Una pareja de carboneros, los ‘pajaritos del agua’, han sacado
una camada de cuatro pollitos. Están aún con los pelillos del diablo. Su casa
es un nido pequeñito y caliente en un cruce de ramas en un limonero, casi en el
borde del camino, junto al vallado de los granados. Cumplen su ciclo mirlos,
jilgueros, chamines, tórtolas… El campo es una sinfonía de canto y colorido.
Por febrero volvieron las golondrinas; las de Bécquer y las
otras. Las de Bécquer siguen con el vuelo refrenado en los cristales y extasiadas
en la hermosura que cantaba el poeta de Sevilla se escapan de los libros de
hojas ajadas; las otras han colgado sus nidos en los rincones del cobertizo y
el primer vuelo de pataletes se señorean en los cables del tendido eléctrico.
Casi se quedan sin agua los regatos.
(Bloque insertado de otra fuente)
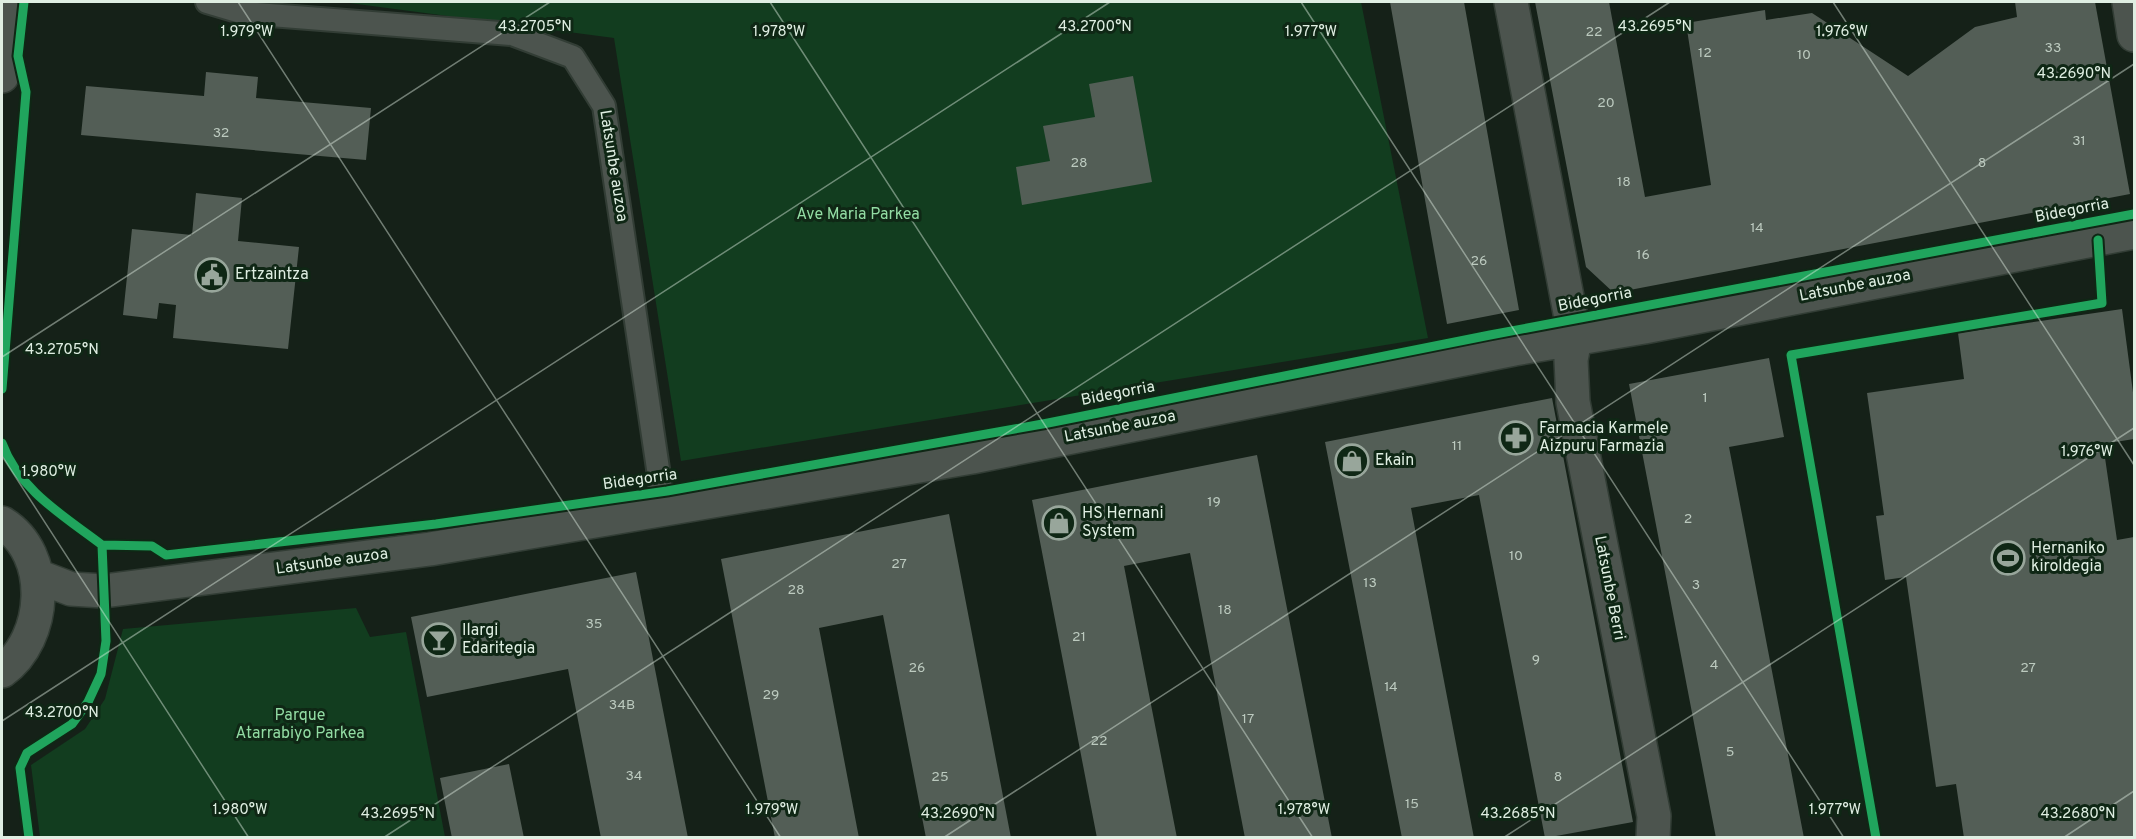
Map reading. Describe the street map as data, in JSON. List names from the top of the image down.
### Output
{
  "streets": {
    "street": ["Latsunbe auzoa", "Latsunbe Berri"],
    "cycle path": ["Bidegorria"]
  },
  "crossings": [
    ["Latsunbe auzoa", "Latsunbe Berri"]
  ],
  "parks": ["Ave Maria Parkea", "Parque Atarrabiyo Parkea"],
  "places": {
    "public building": ["Ertzaintza"],
    "pharmacy": ["Farmacia Karmele Aizpuru Farmazia"],
    "shop": ["Ekain", "HS Hernani System"],
    "sports": ["Hernaniko kiroldegia"],
    "bar": ["Ilargi Edaritegia"]
  },
  "house_numbers": [
    "22",
    "33",
    "12",
    "10",
    "20",
    "32",
    "31",
    "28",
    "8",
    "18",
    "14",
    "16",
    "26",
    "1",
    "11",
    "19",
    "2",
    "10",
    "27",
    "13",
    "3",
    "28",
    "18",
    "35",
    "21",
    "9",
    "4",
    "26",
    "27",
    "14",
    "29",
    "34B",
    "17",
    "22",
    "5",
    "34",
    "25",
    "8",
    "15"
  ],
  "coordinates": [
    "43.2705°N",
    "43.2700°N",
    "43.2695°N",
    "1.978°W",
    "1.977°W",
    "1.979°W",
    "1.976°W",
    "43.2690°N",
    "1.980°W",
    "43.2685°N",
    "43.2680°N"
  ]
}
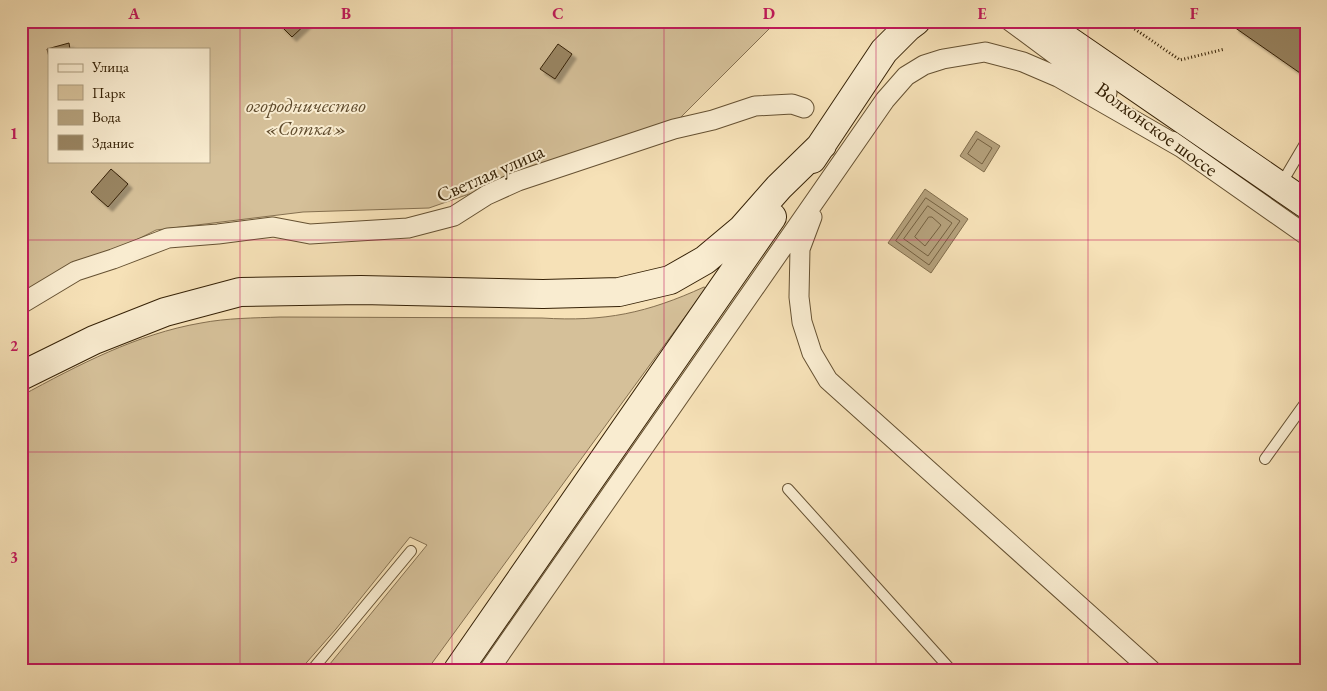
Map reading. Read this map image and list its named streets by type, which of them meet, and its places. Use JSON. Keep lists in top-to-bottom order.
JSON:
{
  "streets": {
    "main road": ["Волхонское шоссе"],
    "street": ["Светлая улица"]
  },
  "parks": ["огородничество «Сотка»"],
  "legend": [
    "Улица",
    "Парк",
    "Вода",
    "Здание"
  ],
  "grid": {
    "columns": [
      "A",
      "B",
      "C",
      "D",
      "E",
      "F"
    ],
    "rows": ["1", "2", "3"]
  }
}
Han entrado en estiaje
los arroyos y en los pocos charcos buscan el oxígeno los pececillos que
nacieron en el desove de hace unos días. Son peces que entraron por un camino
que al igual no debieron tomar pero ya hay poco arreglo. En sus orillas
florecen las adelfas.
Amarillean los trigos; sobresalen como banderines rojos las
amapolas que ponen los hincos a su antojo en medio de la granazón que espera
siega primero; la era, después. Es, sencillamente, una parte de la vida.